:: About this exercise ::
Please set down each entry exactly, omitting any picture it holds.

:: Dataset records ::
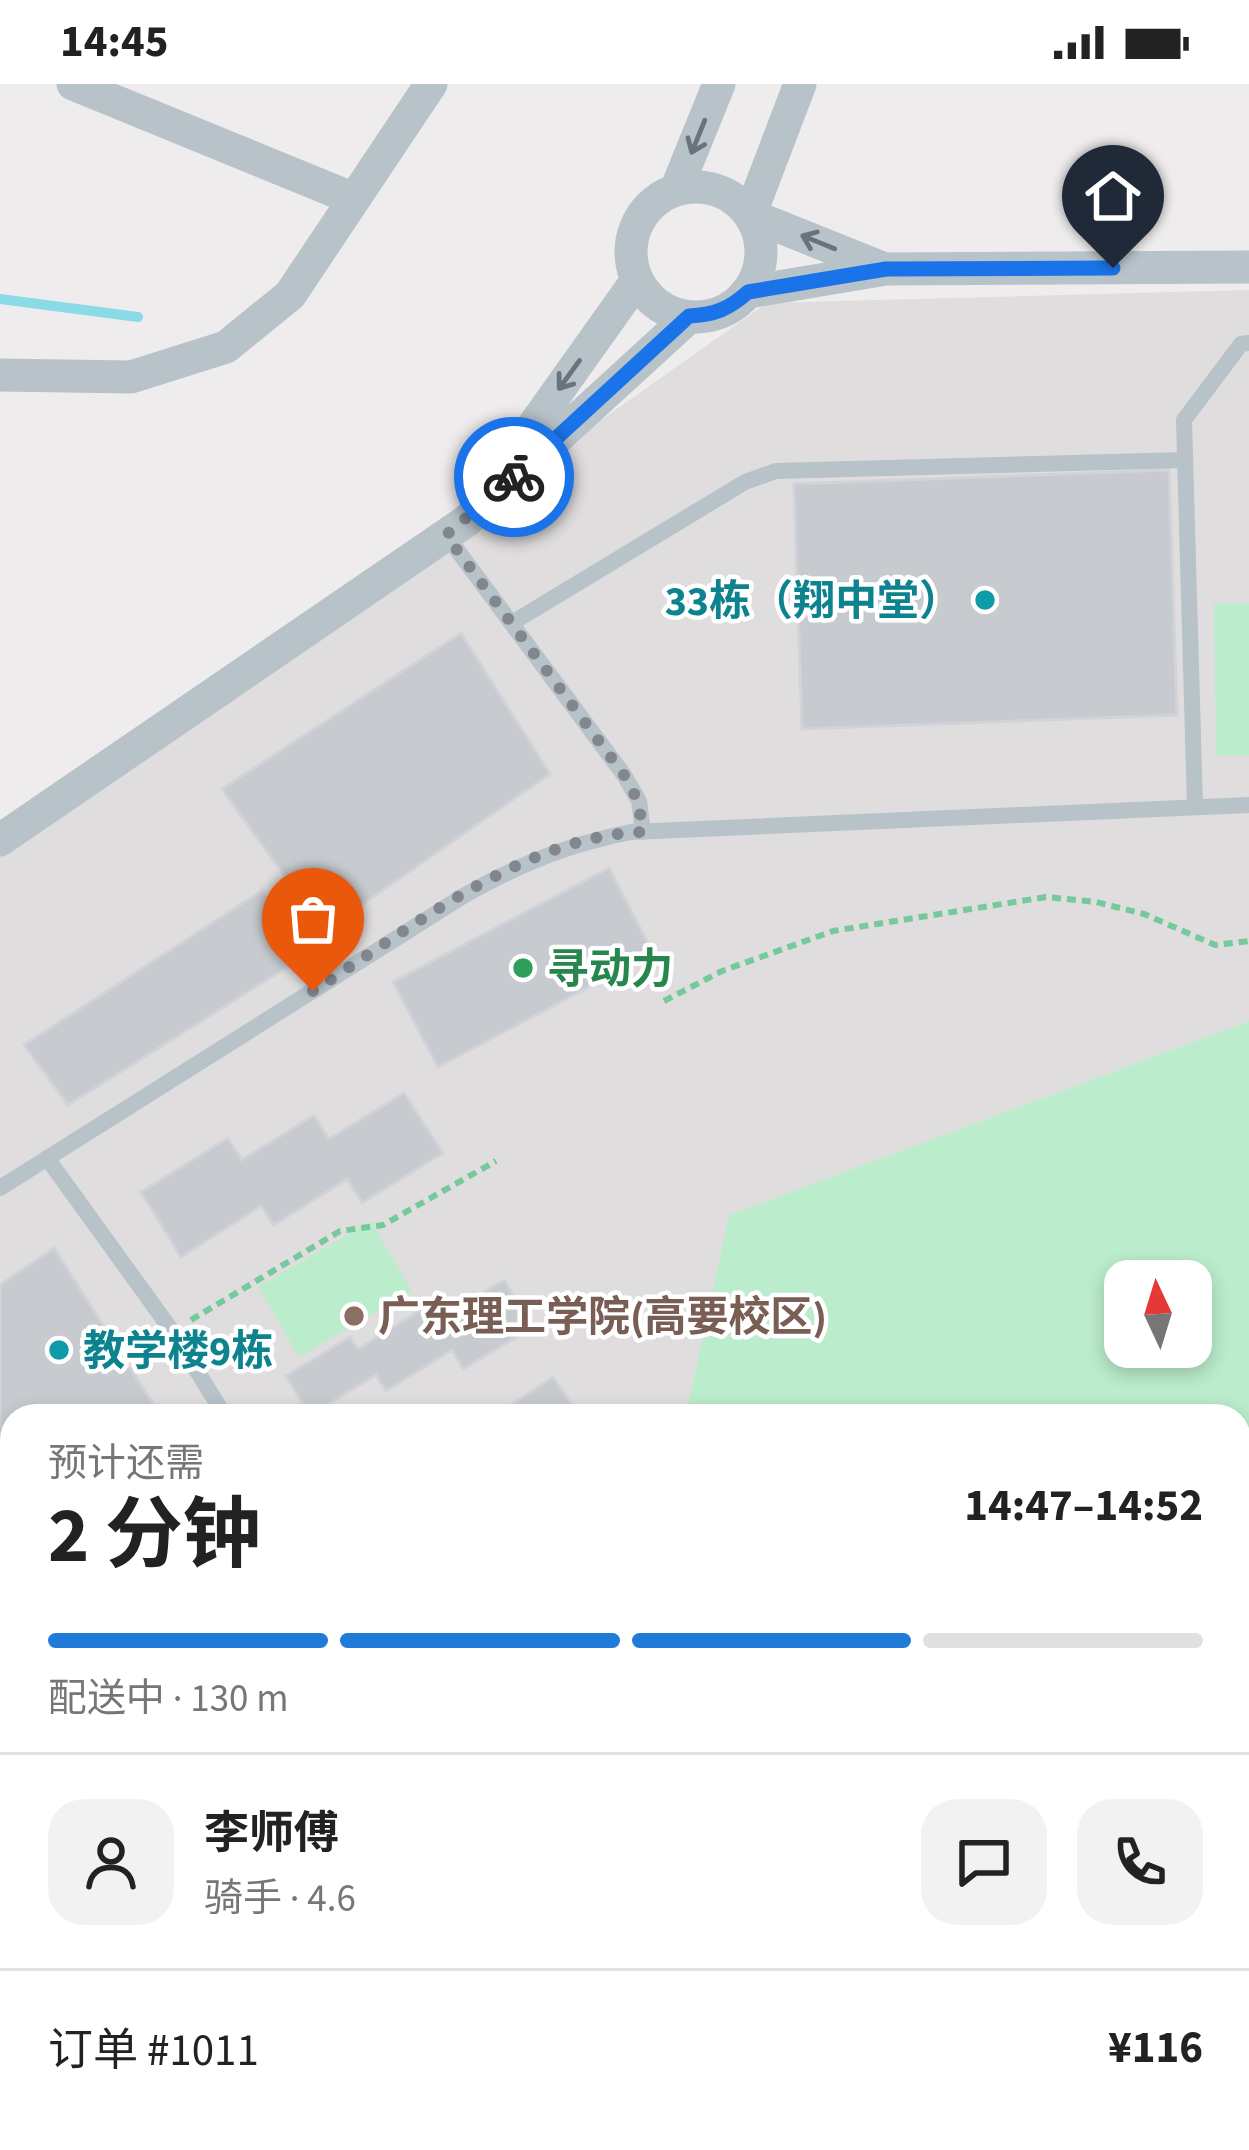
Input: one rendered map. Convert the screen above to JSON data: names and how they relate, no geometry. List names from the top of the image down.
{
  "places": [
    "33栋（翔中堂）",
    "寻动力",
    "广东理工学院(高要校区)",
    "教学楼9栋"
  ],
  "north": "top",
  "page": {
    "status": "14:45",
    "heading": ["2 分钟", "预计还需", "14:47–14:52"],
    "panel": [
      "李师傅",
      "骑手 · 4.6",
      "订单 #1011",
      "¥116"
    ],
    "bar": "配送中 · 130 m"
  }
}
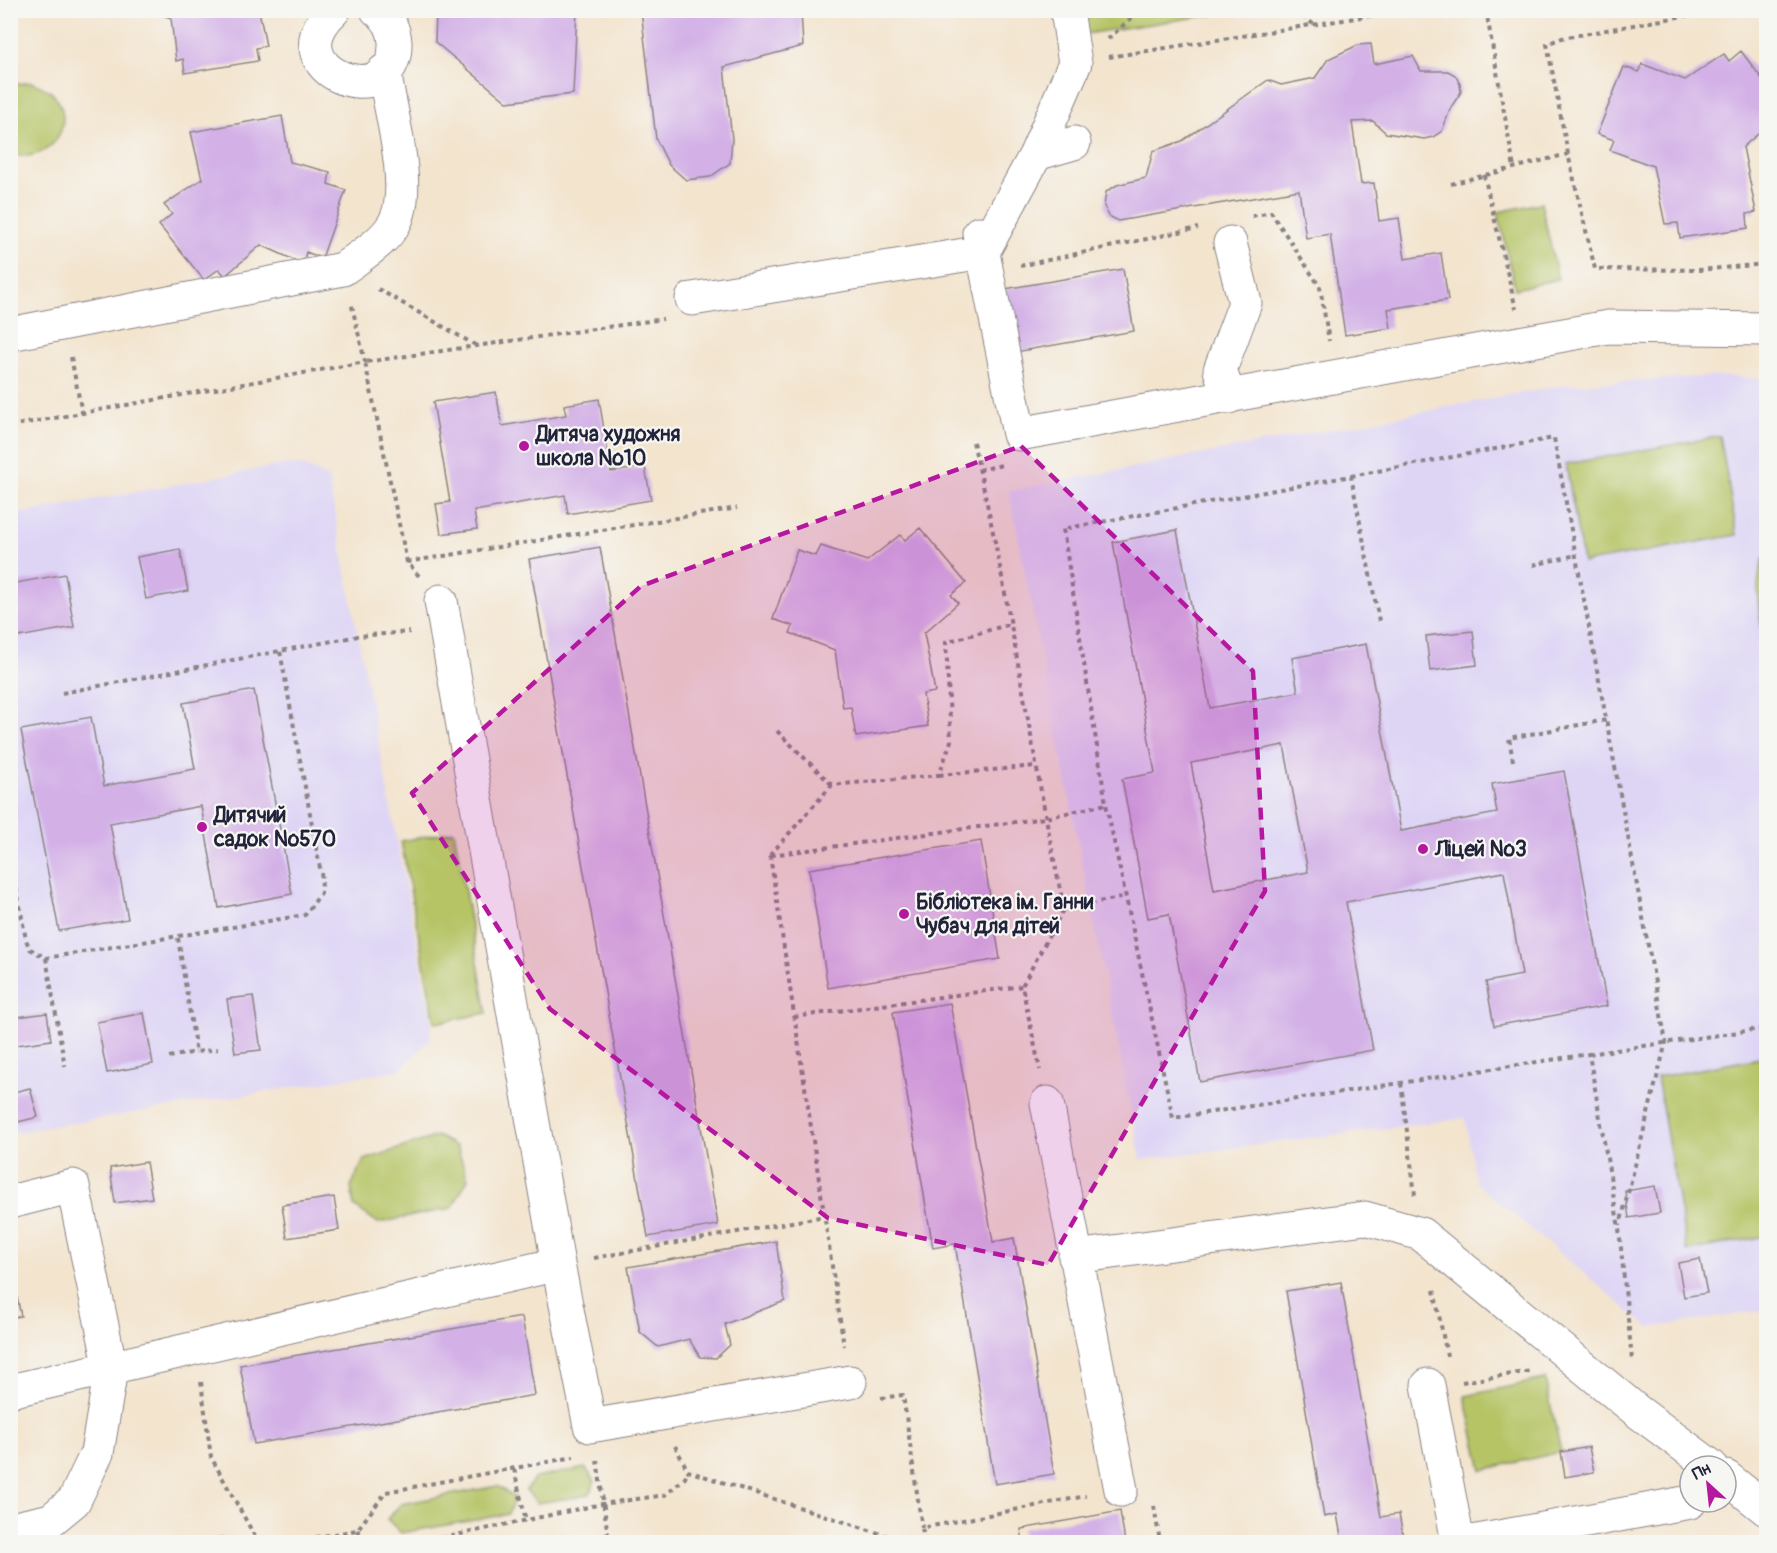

:: Output ::
Input: one rendered map. Convert the screen above to JSON data: names and how they relate, no geometry. List names from the top of the image down.
{
  "places": [
    "33栋（翔中堂）",
    "寻动力",
    "广东理工学院(高要校区)",
    "教学楼9栋"
  ],
  "north": "top",
  "page": {
    "status": "14:45",
    "heading": ["2 分钟", "预计还需", "14:47–14:52"],
    "panel": [
      "李师傅",
      "骑手 · 4.6",
      "订单 #1011",
      "¥116"
    ],
    "bar": "配送中 · 130 m"
  }
}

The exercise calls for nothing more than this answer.